Aim of the task: Say how many lines in the following entries include "turn", and add nothing else.

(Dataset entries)
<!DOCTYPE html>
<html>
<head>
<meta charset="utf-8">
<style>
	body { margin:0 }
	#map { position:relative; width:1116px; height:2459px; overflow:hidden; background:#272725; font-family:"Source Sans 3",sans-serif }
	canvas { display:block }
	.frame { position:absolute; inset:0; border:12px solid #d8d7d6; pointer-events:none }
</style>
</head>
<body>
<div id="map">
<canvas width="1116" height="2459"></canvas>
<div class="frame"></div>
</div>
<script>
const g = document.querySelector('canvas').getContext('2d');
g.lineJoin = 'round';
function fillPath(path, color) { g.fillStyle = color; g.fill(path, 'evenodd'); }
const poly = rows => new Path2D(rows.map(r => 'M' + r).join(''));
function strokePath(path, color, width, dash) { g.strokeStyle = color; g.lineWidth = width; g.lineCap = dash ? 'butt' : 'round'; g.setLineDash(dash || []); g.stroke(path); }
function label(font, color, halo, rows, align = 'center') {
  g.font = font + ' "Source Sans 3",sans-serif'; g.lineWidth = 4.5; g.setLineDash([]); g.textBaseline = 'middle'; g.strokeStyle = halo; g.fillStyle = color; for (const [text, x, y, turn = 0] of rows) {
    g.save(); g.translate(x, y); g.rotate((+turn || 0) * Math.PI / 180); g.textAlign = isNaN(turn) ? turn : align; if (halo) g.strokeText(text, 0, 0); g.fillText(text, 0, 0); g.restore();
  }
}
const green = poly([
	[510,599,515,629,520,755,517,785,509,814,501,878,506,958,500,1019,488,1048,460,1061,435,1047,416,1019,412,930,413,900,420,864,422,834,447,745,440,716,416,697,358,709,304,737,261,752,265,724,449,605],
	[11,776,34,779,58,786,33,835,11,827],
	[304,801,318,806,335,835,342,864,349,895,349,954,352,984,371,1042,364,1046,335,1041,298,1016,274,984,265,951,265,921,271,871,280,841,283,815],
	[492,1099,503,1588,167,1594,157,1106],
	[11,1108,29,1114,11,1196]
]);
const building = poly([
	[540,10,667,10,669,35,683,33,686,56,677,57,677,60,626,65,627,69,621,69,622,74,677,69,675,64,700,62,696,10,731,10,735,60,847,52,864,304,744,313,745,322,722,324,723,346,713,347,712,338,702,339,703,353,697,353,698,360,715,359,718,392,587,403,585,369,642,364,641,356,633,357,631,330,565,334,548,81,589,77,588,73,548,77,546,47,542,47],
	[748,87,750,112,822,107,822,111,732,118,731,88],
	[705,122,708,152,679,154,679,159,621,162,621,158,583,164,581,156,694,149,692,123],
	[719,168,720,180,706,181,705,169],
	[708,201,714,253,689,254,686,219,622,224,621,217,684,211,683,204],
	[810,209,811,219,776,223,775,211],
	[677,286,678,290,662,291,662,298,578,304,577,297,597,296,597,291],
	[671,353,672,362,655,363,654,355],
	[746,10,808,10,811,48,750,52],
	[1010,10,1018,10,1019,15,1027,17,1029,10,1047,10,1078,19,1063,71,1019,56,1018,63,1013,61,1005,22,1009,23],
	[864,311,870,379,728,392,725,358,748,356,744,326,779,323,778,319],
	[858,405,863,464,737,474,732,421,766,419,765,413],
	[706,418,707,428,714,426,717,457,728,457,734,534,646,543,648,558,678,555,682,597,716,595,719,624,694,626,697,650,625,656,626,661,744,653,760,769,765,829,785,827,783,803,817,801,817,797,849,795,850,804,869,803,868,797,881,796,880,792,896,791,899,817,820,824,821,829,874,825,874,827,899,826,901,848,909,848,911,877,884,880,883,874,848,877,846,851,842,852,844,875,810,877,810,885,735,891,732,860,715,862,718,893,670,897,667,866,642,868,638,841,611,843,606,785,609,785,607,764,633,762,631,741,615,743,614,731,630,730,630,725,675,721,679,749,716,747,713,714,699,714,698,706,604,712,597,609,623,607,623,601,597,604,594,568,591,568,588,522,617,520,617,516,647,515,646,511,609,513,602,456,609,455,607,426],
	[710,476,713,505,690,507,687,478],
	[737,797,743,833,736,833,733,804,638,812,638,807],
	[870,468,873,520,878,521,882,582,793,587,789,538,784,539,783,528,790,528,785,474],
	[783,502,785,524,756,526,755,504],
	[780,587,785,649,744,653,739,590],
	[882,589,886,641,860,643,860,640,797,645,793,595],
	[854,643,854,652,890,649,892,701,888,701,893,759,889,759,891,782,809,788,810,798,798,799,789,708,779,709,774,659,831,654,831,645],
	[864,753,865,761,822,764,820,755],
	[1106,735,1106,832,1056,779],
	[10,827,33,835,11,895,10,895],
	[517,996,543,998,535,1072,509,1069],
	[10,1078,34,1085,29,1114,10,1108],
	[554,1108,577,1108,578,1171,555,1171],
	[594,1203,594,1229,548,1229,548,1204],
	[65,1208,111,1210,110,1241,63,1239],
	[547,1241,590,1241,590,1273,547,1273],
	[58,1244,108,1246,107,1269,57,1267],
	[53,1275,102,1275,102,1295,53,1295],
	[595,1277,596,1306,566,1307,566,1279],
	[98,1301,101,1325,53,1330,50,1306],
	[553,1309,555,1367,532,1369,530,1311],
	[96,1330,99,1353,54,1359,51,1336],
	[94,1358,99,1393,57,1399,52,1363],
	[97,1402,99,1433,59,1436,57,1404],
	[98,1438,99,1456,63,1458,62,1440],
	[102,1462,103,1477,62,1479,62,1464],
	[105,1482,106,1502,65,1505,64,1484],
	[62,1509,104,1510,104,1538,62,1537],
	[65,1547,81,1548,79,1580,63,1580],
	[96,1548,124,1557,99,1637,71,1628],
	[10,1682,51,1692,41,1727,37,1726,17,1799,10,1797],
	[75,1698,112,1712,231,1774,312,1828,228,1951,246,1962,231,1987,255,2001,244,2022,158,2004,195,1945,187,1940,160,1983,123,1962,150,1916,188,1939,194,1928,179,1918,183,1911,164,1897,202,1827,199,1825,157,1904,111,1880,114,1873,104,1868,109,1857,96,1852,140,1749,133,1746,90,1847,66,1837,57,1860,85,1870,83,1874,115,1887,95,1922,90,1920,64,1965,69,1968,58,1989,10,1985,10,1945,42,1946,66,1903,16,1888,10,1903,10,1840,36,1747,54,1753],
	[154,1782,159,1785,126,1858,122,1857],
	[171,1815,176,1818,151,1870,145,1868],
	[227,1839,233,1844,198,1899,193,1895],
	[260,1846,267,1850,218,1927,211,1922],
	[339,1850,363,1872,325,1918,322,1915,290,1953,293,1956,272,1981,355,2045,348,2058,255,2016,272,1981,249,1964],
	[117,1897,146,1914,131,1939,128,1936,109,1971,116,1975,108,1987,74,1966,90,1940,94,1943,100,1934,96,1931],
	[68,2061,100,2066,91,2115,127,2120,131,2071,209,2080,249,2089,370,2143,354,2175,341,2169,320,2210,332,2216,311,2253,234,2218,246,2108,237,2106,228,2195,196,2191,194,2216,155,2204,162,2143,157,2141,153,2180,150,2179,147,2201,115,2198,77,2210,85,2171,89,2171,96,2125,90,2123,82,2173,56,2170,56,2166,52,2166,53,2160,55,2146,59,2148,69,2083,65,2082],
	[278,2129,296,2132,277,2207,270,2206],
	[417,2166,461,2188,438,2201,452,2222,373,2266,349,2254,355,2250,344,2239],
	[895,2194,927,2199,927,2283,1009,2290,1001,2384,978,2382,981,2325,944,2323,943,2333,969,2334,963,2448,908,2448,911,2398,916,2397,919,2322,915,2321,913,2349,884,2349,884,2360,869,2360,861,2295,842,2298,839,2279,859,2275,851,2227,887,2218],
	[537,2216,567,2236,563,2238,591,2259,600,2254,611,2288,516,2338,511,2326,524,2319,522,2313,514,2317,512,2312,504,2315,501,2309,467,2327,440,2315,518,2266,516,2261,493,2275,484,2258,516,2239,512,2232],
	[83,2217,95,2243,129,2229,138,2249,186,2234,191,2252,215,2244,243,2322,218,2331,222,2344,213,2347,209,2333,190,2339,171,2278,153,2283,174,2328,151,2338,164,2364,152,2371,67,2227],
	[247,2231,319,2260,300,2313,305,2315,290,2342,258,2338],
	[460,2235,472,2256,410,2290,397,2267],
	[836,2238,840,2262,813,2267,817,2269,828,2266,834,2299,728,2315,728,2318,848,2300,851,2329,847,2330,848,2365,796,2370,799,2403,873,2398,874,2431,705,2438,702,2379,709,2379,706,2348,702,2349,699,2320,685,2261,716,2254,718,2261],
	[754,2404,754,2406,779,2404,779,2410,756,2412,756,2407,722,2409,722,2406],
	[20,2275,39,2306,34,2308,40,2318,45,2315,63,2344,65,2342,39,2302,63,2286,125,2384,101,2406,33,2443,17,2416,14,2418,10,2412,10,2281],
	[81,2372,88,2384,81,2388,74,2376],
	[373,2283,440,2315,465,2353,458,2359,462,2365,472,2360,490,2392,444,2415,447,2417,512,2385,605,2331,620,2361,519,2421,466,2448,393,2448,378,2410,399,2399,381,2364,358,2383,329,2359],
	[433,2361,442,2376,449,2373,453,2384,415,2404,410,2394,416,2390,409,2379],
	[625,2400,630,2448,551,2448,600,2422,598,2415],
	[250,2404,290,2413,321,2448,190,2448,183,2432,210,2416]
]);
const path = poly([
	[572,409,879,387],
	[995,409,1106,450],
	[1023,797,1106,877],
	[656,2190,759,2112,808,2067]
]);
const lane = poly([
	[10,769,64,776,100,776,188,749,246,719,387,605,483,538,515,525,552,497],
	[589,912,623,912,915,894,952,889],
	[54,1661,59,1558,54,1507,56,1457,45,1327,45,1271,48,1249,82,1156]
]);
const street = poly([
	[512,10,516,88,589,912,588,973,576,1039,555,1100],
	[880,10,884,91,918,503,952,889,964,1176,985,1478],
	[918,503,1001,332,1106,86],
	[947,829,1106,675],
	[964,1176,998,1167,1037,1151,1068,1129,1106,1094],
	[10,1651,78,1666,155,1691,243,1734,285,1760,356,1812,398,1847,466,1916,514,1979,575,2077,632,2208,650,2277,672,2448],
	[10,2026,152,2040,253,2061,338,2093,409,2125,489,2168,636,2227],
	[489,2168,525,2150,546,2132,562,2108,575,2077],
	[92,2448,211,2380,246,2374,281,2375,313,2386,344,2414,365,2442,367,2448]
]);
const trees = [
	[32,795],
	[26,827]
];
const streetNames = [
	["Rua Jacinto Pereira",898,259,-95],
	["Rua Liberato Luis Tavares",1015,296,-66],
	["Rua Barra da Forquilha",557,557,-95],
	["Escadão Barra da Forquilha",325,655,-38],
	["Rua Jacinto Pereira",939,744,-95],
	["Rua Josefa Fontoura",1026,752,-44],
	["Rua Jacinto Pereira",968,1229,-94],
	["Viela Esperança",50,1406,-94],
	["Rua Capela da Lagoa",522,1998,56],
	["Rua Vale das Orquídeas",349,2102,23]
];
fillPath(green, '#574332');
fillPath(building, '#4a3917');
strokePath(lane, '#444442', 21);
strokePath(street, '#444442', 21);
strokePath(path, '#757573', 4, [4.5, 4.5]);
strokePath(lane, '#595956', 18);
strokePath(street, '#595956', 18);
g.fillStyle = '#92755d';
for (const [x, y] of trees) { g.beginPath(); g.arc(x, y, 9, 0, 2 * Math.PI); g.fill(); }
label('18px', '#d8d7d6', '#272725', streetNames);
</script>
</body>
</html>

Final answer: 2